Exercise details:
Write the records out again, exactly.
##### Data section
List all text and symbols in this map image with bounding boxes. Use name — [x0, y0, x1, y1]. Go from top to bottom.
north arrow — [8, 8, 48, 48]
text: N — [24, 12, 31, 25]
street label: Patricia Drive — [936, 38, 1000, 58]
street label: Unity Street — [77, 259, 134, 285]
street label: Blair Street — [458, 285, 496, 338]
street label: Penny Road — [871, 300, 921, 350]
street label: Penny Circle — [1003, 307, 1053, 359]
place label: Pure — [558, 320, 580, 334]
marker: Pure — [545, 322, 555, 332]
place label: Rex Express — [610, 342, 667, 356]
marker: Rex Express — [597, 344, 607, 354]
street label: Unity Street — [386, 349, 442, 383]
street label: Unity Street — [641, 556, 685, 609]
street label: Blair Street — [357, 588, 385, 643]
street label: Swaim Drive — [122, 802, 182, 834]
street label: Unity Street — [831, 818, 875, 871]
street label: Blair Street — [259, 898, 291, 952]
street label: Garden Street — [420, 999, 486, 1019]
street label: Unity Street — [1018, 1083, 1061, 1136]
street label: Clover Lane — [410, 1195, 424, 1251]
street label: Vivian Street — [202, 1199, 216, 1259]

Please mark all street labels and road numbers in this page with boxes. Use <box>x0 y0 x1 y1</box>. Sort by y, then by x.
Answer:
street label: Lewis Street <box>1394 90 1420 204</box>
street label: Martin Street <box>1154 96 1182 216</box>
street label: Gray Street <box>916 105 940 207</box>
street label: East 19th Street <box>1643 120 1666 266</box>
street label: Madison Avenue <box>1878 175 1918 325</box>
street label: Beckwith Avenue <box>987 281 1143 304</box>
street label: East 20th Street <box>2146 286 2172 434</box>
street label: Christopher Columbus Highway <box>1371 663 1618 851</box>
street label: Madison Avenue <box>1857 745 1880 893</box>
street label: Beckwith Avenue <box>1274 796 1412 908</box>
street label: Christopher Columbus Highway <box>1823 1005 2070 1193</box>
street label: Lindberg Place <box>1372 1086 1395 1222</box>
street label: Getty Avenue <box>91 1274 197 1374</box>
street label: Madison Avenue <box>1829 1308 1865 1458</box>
##########
Expected output:
List all text and symbols in this map image with bounding boxes. Use name — [x0, y0, x1, y1]. Go from top to bottom.
north arrow — [8, 8, 48, 48]
text: N — [24, 12, 31, 25]
street label: Patricia Drive — [936, 38, 1000, 58]
street label: Unity Street — [77, 259, 134, 285]
street label: Blair Street — [458, 285, 496, 338]
street label: Penny Road — [871, 300, 921, 350]
street label: Penny Circle — [1003, 307, 1053, 359]
place label: Pure — [558, 320, 580, 334]
marker: Pure — [545, 322, 555, 332]
place label: Rex Express — [610, 342, 667, 356]
marker: Rex Express — [597, 344, 607, 354]
street label: Unity Street — [386, 349, 442, 383]
street label: Unity Street — [641, 556, 685, 609]
street label: Blair Street — [357, 588, 385, 643]
street label: Swaim Drive — [122, 802, 182, 834]
street label: Unity Street — [831, 818, 875, 871]
street label: Blair Street — [259, 898, 291, 952]
street label: Garden Street — [420, 999, 486, 1019]
street label: Unity Street — [1018, 1083, 1061, 1136]
street label: Clover Lane — [410, 1195, 424, 1251]
street label: Vivian Street — [202, 1199, 216, 1259]

Please mark all street labels and road numbers in this page with boxes. Use <box>x0 y0 x1 y1</box>. Sort by y, then by x.
Answer:
street label: Lewis Street <box>1394 90 1420 204</box>
street label: Martin Street <box>1154 96 1182 216</box>
street label: Gray Street <box>916 105 940 207</box>
street label: East 19th Street <box>1643 120 1666 266</box>
street label: Madison Avenue <box>1878 175 1918 325</box>
street label: Beckwith Avenue <box>987 281 1143 304</box>
street label: East 20th Street <box>2146 286 2172 434</box>
street label: Christopher Columbus Highway <box>1371 663 1618 851</box>
street label: Madison Avenue <box>1857 745 1880 893</box>
street label: Beckwith Avenue <box>1274 796 1412 908</box>
street label: Christopher Columbus Highway <box>1823 1005 2070 1193</box>
street label: Lindberg Place <box>1372 1086 1395 1222</box>
street label: Getty Avenue <box>91 1274 197 1374</box>
street label: Madison Avenue <box>1829 1308 1865 1458</box>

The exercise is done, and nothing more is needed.